====== Provided records ======

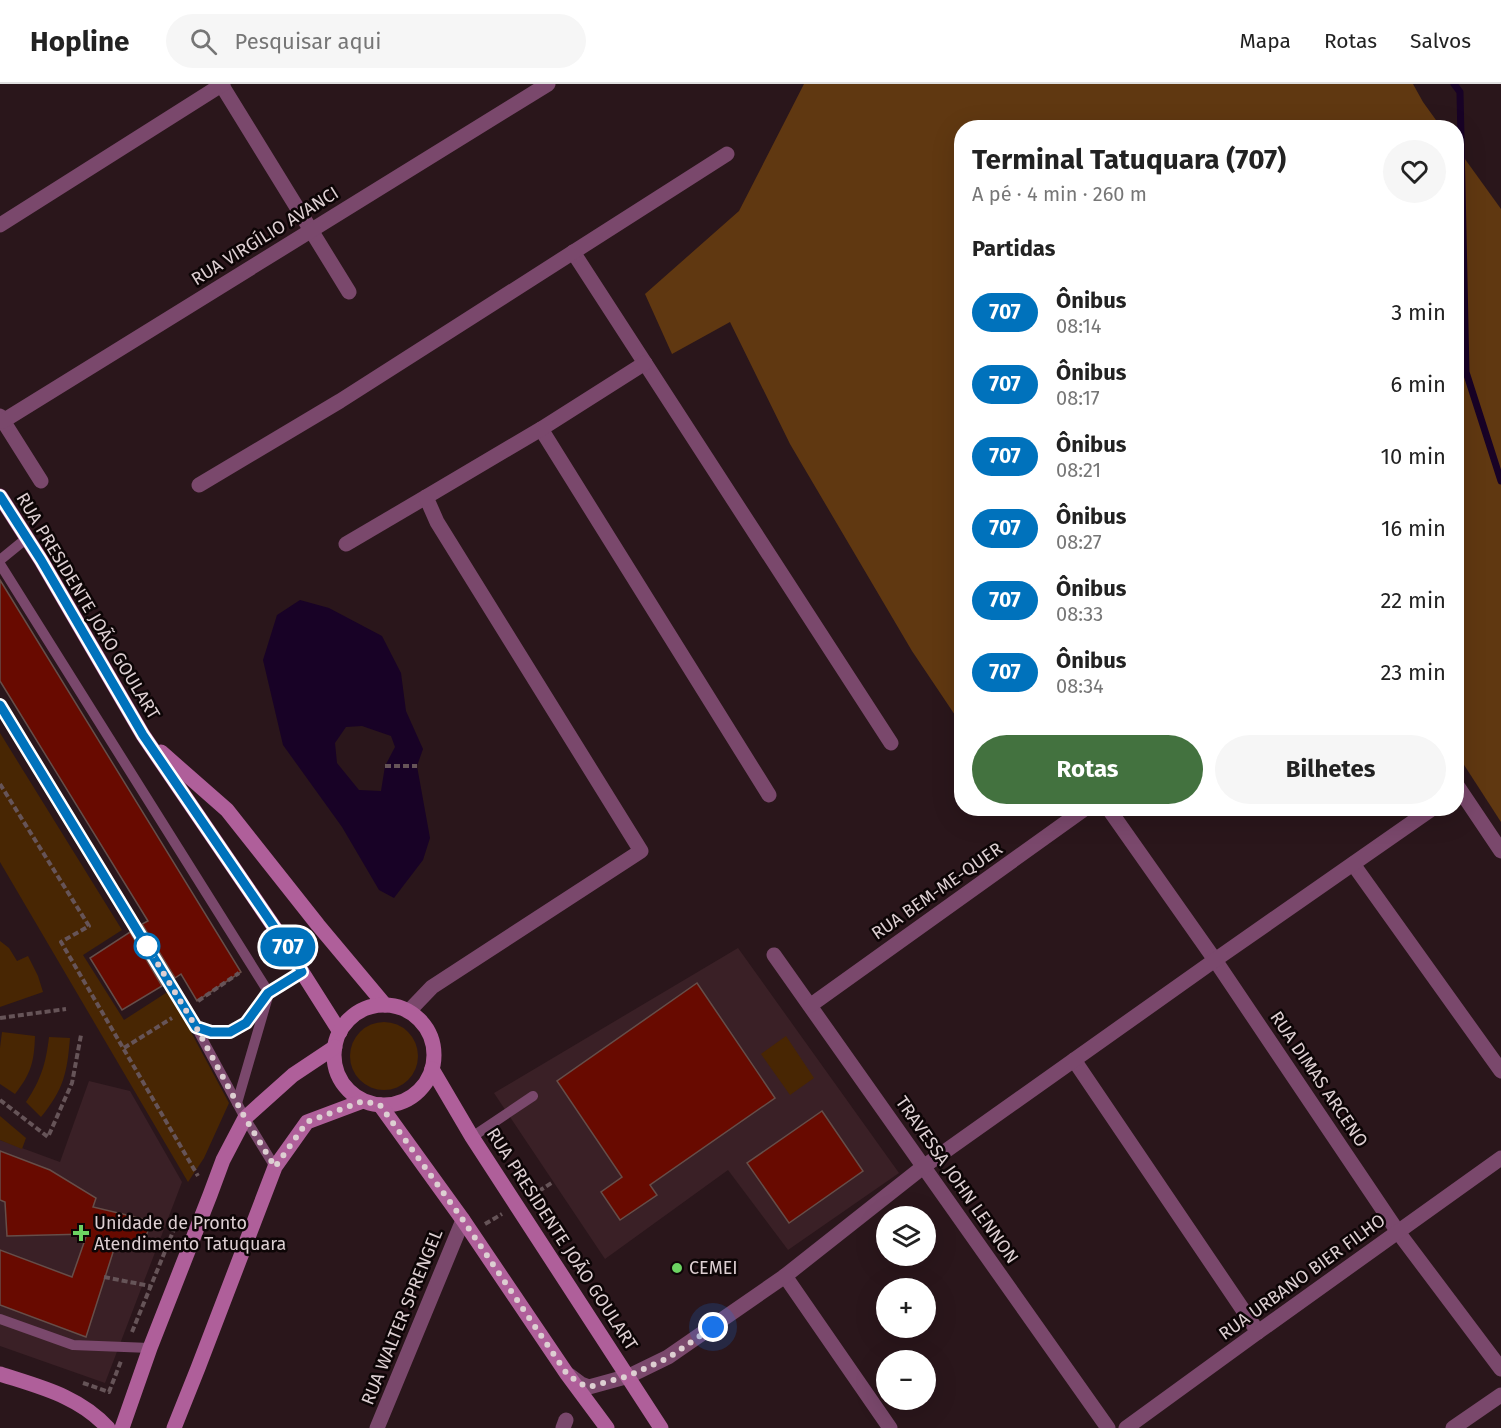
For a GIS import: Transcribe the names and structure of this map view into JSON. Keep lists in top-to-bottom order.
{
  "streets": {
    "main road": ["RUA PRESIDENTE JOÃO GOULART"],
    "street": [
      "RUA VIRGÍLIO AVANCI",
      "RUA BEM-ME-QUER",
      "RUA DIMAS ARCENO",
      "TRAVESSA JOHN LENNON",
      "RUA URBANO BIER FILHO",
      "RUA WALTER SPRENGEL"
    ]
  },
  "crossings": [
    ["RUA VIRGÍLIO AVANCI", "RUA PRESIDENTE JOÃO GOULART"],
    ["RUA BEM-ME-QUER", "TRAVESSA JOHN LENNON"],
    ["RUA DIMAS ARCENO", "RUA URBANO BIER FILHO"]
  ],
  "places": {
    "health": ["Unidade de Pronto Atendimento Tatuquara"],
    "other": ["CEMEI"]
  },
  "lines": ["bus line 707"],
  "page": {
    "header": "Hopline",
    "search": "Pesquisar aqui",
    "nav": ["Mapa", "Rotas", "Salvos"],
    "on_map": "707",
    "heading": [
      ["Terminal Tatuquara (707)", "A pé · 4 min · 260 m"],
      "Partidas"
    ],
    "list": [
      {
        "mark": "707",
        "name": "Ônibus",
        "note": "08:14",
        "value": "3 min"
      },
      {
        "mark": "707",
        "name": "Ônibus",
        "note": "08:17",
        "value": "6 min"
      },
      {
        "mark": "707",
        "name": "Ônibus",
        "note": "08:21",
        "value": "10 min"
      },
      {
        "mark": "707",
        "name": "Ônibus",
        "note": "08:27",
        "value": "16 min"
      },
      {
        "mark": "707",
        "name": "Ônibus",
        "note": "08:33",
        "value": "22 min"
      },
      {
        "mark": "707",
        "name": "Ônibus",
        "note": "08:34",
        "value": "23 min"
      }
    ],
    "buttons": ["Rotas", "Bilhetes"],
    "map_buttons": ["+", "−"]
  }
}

======

Assignment
In the entries above, how many lines contain the word "PRESIDENTE"? Provide the number alone.

Output for this exercise
2